§ **Supplied material**

- Opening Delimiter -

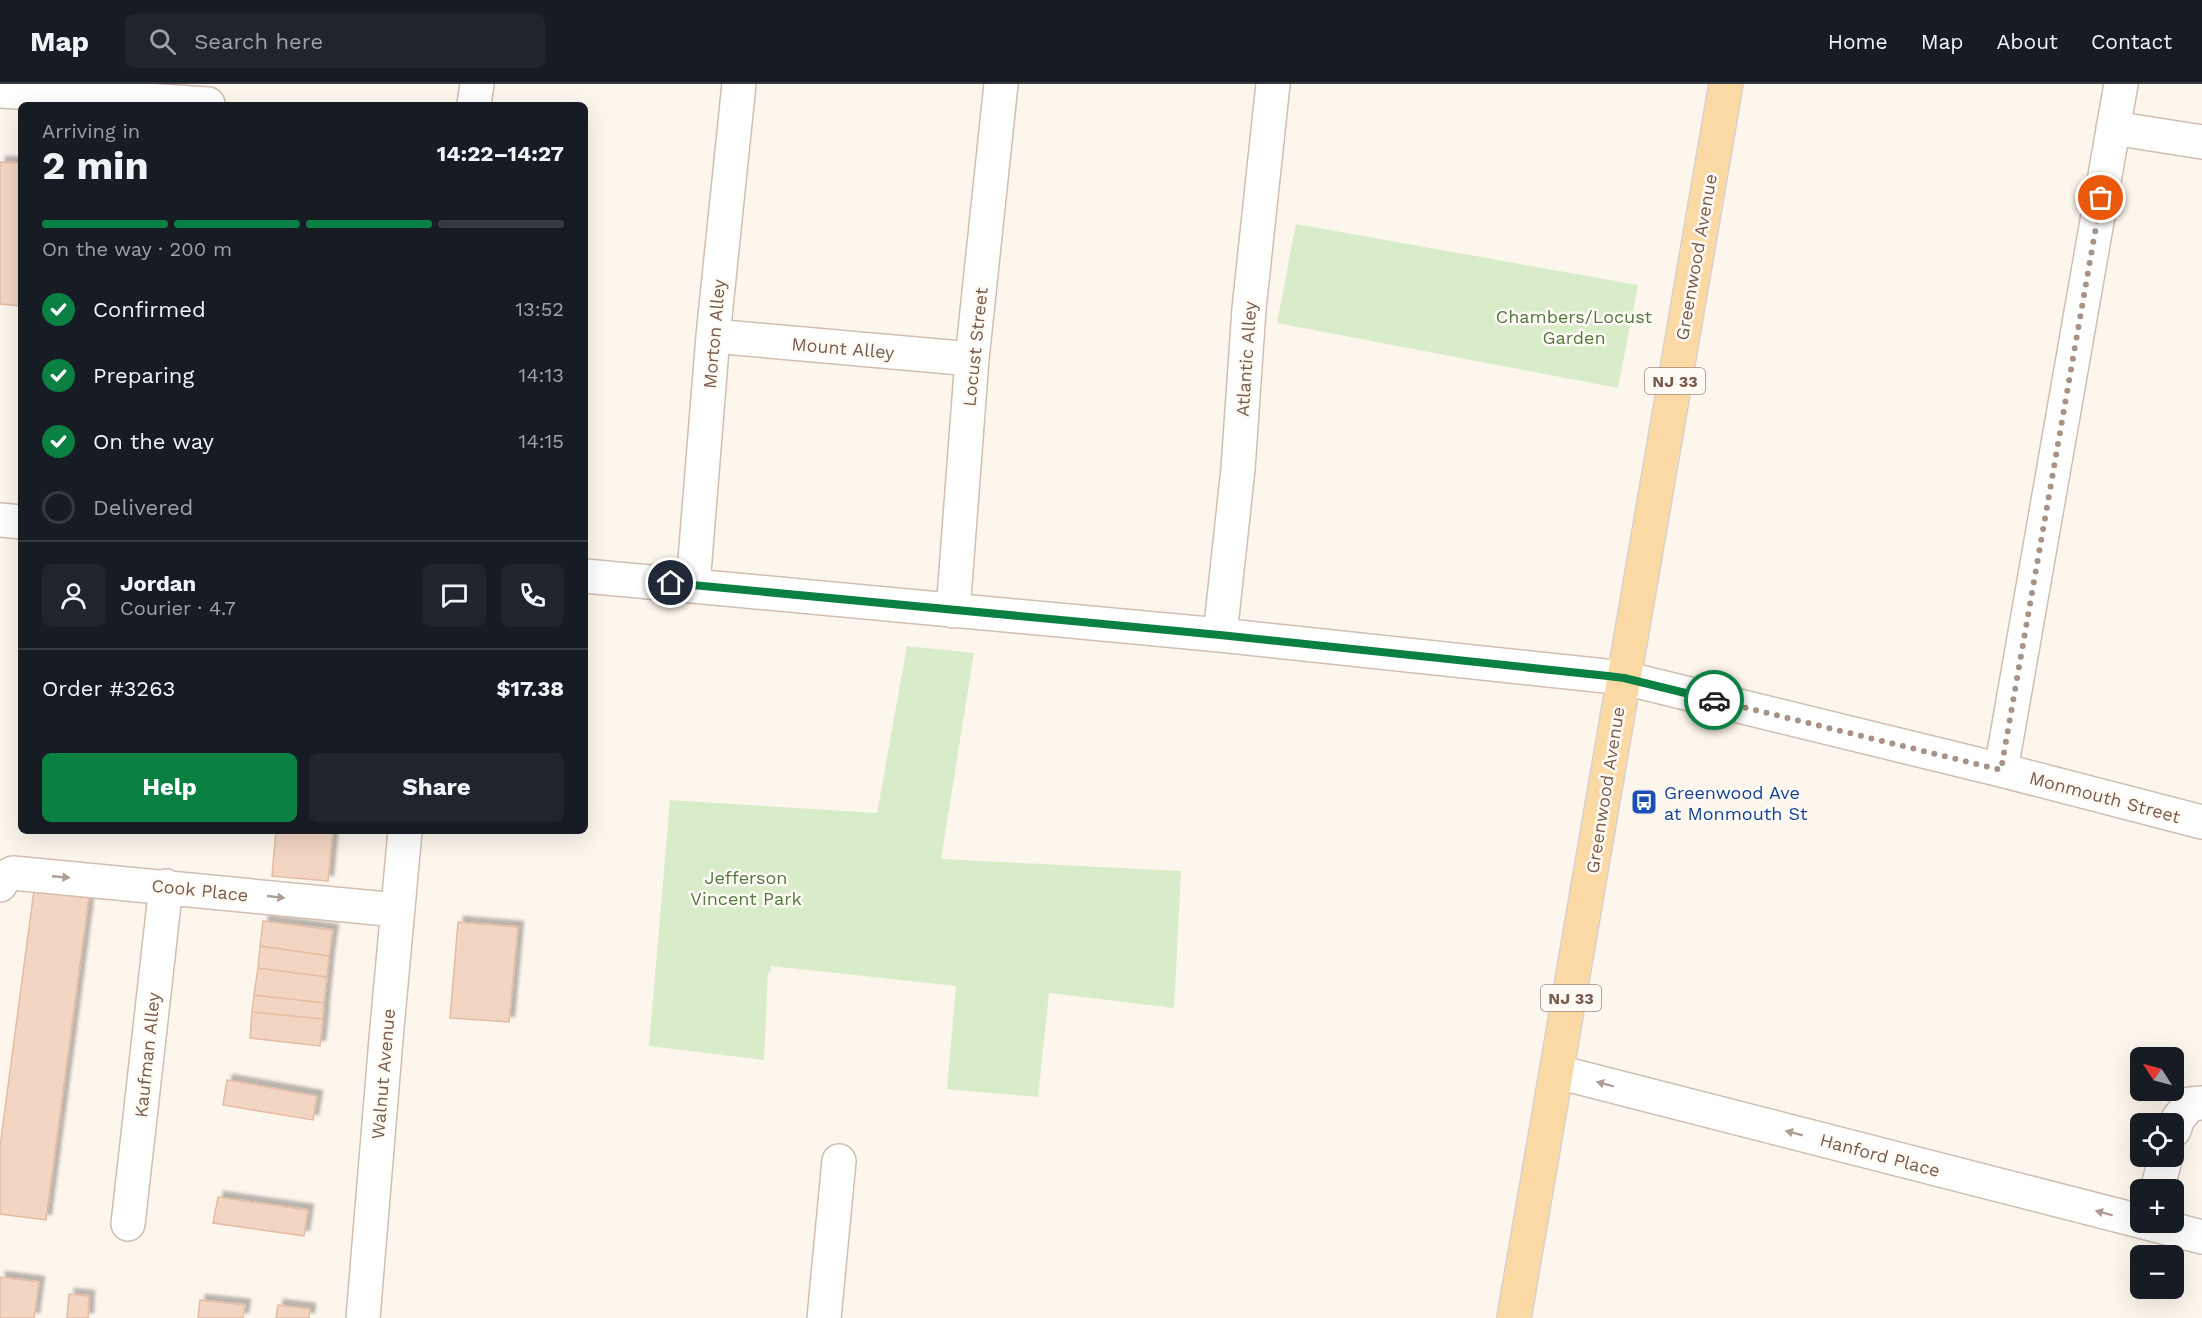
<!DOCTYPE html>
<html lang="en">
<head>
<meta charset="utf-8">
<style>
  body { margin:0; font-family:"Work Sans",sans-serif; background:#20242c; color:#f1f3f6; height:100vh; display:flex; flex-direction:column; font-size:22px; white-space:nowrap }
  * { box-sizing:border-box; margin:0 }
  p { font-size:20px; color:#9ea1a6 }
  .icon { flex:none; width:33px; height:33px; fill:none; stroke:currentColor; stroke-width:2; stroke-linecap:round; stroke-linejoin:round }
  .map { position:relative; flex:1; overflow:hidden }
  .sheet { position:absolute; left:18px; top:18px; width:570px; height:732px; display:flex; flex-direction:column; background:#171b24; border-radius:9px; box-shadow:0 6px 24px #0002 }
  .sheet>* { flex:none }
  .needle { width:39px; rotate:306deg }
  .tools { position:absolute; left:2130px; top:963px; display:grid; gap:12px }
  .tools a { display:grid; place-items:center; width:54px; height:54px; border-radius:9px; background:#171b24; box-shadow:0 6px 24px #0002; font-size:30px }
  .pin { position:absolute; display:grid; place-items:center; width:51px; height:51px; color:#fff; margin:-26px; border:3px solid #fff; border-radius:50%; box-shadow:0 2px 6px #0007 }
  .courier { position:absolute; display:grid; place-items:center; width:60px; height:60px; margin:-30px; border:4px solid #0b8043; border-radius:50%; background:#fff; color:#222; box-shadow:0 2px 8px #0007 }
  .head em { font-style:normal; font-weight:700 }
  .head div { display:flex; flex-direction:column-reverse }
  .head { display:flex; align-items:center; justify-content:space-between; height:102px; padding:0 24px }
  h1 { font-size:39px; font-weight:700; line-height:45px }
  .bar { display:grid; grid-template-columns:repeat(4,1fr); gap:9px 6px; align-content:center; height:72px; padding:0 24px }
  .bar i { height:8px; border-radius:4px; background:#363941 }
  .bar .active { background:#0b8043 }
  .bar p { grid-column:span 4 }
  .line { display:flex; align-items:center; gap:15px; padding:0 24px; border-top:2px solid #363941 }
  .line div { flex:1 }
  .round { display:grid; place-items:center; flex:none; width:63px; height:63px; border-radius:9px; background:#20242c }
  ol { padding:0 24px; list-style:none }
  li { display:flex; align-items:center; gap:18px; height:66px }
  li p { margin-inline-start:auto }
  li .icon { padding:6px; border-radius:50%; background:#0b8043; color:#fff; stroke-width:4 }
  li:last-child { color:#9ea1a6 }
  li i { width:33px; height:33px; border:3px solid #363941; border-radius:50% }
  .primary-button { display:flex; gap:12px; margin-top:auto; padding:12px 24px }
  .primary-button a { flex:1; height:69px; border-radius:9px; background:#0b8043; color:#fff; font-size:24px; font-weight:700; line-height:69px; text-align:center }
  .primary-button a+a { background:#20242c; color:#f1f3f6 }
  header { display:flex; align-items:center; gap:36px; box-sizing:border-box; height:84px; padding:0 30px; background:#171b24; border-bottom:2px solid #363941 }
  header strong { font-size:28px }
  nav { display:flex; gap:33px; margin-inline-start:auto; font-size:21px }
  .search { width:420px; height:54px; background:#20242c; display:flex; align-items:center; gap:15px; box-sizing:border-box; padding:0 21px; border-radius:9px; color:#9ea1a6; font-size:22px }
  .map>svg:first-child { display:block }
  .green { fill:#d8ecc9 }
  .building { fill:#f3d5c3; stroke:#e6bba3; stroke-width:1.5; filter:url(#shadow) }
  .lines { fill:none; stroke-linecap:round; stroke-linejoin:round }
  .minor-casing { stroke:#d1beb0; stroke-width:36 }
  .major-casing { stroke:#dad1cd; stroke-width:36 }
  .minor { stroke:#fff; stroke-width:33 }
  .major { stroke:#fbd9a5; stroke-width:33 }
  .oneway { fill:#af9d94 }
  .done { stroke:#a89285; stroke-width:6; stroke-dasharray:0 10.8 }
  .route { stroke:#0b8043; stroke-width:8 }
  .labels { text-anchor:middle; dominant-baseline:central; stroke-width:5; stroke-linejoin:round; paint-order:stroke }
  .shield { fill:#fffaf3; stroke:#a28b7f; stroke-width:1.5 }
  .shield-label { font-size:16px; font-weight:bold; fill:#7a5c4d }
  .street-label { font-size:18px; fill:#7a5c4d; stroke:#fffaf3 }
  .park-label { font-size:18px; fill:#537a41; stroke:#fffaf3 }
  .transit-label { font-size:18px; fill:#164399; stroke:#fffaf3; text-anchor:start }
</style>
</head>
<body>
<header>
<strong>Map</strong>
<div class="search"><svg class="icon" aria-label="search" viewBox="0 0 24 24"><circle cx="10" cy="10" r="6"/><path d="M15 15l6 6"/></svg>Search here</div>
<nav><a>Home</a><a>Map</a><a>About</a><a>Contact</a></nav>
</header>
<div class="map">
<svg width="2202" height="1234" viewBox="0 0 2202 1234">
  <defs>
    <filter id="shadow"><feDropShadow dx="5.5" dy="-5.5" stdDeviation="1.5" flood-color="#0004"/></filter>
  </defs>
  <rect width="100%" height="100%" fill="#fdf6ec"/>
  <!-- green -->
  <path class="green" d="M1296,140l342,61 -20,103 -341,-65z
    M907,562l67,7 -33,206 240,12 -7,137 -125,-15 -11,104 -91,-8 9,-103 -185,-20v5l-3,1 -4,88 -115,-14 21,-246 207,13z"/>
  <!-- building -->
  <path class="building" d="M0,78l21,1v143l-21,-2z
    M276,747h57l-5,50 -56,-5z
    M34,806l55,7 -43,323 -46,-6v-67z
    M263,837l70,9 -4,26 -69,-10z
    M458,838l60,5 -9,95 -59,-4z
    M260,862l69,10 -2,21 -69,-9z
    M258,884l69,9 -3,26 -70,-8z
    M254,911l70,8 -1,16 -71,-7z
    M252,928l71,7 -3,27 -70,-8z
    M227,996l90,16 -4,24 -90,-15z
    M218,1113l90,13 -4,26 -91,-13z
    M0,1193l39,5 -5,36h-34z
    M69,1210l20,2 -1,22h-21z
    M200,1216l45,5 -2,13h-45z
    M278,1221l32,4 -1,9h-33z"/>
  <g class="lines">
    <!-- minor casing -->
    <g class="minor-casing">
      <path id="minor" d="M0,7l208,13
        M474,21l3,-21
        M2113,44l89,14
        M713,252l259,23
        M0,436l21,2
        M585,492l635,59 404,43 377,92 201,52
        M693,501l20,-249 26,-252
        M953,527l19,-252 29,-275
        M1220,551l18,-166 11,-160 24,-225
        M2001,686l120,-686
        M0,801l4,-7 9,-5 384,37
        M1558,988l644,165
        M2174,1046l4,-11 12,-15 12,-1
        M2157,1106l9,-34
        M128,1140l38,-338
        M363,1234l23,-279 19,-208
        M824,1234l15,-157"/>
    </g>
    <!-- major casing -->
    <g class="major-casing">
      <path id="major" d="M1514,1234c74,-411 141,-823 212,-1234"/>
    </g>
    <!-- minor -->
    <use href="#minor" class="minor"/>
    <!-- major -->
    <use href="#major" class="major"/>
  </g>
  <!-- one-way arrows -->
  <defs><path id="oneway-solid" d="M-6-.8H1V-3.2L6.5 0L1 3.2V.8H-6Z" transform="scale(1.5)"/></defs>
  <g class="oneway">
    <use href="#oneway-solid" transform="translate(61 793) rotate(5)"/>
    <use href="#oneway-solid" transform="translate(276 813) rotate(6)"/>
    <use href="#oneway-solid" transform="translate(1605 1000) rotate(-165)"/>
    <use href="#oneway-solid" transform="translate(1794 1049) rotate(-165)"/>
    <use href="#oneway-solid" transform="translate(2104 1129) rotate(-165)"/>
  </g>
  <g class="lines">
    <!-- done -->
    <path class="done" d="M1714,616l287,70 100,-572"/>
    <!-- route -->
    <path class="route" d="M671,499l549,52 388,41 16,2 90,22"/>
  </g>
  <!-- icons -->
  <defs>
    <g id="bus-square" transform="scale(1.35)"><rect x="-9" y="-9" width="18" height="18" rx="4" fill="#1a4fb4" stroke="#fffaf3"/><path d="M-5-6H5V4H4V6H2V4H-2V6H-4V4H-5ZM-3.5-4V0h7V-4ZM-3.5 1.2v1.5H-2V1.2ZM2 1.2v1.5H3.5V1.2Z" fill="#fff"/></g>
  </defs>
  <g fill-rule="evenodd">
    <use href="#bus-square" x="1644" y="718"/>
  </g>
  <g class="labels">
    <!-- shield labels -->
    <g class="shield">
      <rect x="1645" y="284" width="60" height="26" rx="4.5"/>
      <rect x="1541" y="901" width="60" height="26" rx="4.5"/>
    </g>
    <g class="shield-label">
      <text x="1675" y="297">NJ 33</text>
      <text x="1571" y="914">NJ 33</text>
    </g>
    <!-- street labels -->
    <g class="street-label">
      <text transform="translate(1696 173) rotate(-80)">Greenwood Avenue</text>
      <text transform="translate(714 250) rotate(-85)">Morton Alley</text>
      <text transform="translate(975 263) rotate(-84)">Locust Street</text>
      <text transform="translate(843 264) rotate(5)">Mount Alley</text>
      <text transform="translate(1246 275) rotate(-86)">Atlantic Alley</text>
      <text transform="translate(1605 706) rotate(-81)">Greenwood Avenue</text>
      <text transform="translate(2105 713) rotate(15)">Monmouth Street</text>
      <text transform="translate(200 806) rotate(6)">Cook Place</text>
      <text transform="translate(147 971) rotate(-84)">Kaufman Alley</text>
      <text transform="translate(383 990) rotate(-85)">Walnut Avenue</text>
      <text transform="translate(1880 1071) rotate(15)">Hanford Place</text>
    </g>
    <!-- park labels -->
    <g class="park-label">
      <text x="1574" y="232">Chambers/Locust<tspan x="1574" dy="21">Garden</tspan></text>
      <text x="746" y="793">Jefferson<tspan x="746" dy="21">Vincent Park</tspan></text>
    </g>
    <!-- transit labels -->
    <g class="transit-label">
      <text x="1664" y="708">Greenwood Ave<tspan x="1664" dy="21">at Monmouth St</tspan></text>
    </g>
  </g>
</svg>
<div class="tools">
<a><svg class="needle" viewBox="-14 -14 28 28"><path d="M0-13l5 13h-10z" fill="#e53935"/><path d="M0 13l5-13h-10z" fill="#9ea1a6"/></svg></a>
<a><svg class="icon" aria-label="locate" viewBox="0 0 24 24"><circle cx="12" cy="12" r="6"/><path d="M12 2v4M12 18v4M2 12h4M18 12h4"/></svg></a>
<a>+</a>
<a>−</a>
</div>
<div class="pin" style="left:2101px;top:114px;background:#ea580c"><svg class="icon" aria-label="bag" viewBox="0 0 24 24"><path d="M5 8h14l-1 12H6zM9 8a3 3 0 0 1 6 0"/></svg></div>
<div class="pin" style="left:671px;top:499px;background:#1f2937"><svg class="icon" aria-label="home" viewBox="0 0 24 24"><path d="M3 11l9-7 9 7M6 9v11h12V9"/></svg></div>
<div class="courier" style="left:1714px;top:616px"><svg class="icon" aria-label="car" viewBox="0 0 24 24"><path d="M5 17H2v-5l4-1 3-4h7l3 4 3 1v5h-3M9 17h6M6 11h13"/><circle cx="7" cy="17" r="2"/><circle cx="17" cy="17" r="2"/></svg></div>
<section class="sheet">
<div class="head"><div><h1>2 min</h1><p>Arriving in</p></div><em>14:22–14:27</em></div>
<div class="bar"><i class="active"></i><i class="active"></i><i class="active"></i><i></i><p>On the way · 200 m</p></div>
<ol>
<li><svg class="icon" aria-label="check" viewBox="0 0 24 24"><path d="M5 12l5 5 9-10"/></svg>Confirmed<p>13:52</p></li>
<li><svg class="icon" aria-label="check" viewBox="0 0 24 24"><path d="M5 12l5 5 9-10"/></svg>Preparing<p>14:13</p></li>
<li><svg class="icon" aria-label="check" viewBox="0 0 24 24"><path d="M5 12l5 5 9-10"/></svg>On the way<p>14:15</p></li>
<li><i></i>Delivered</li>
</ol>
<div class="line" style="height:108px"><a class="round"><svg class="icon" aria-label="person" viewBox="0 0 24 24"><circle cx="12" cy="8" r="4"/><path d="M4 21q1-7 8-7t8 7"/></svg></a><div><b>Jordan</b><p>Courier · 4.7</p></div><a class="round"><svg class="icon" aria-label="chat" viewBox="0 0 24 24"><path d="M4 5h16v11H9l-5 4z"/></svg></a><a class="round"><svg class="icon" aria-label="phone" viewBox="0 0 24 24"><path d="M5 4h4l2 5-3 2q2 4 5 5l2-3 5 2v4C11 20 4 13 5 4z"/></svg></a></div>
<div class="line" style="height:78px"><div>Order #3263</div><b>$17.38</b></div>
<div class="primary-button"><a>Help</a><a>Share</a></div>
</section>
</div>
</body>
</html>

- Closing Delimiter -

Lines containing the word "strong": how many are there in the data above? Reply with only that number.

§ **Finished exercise**
2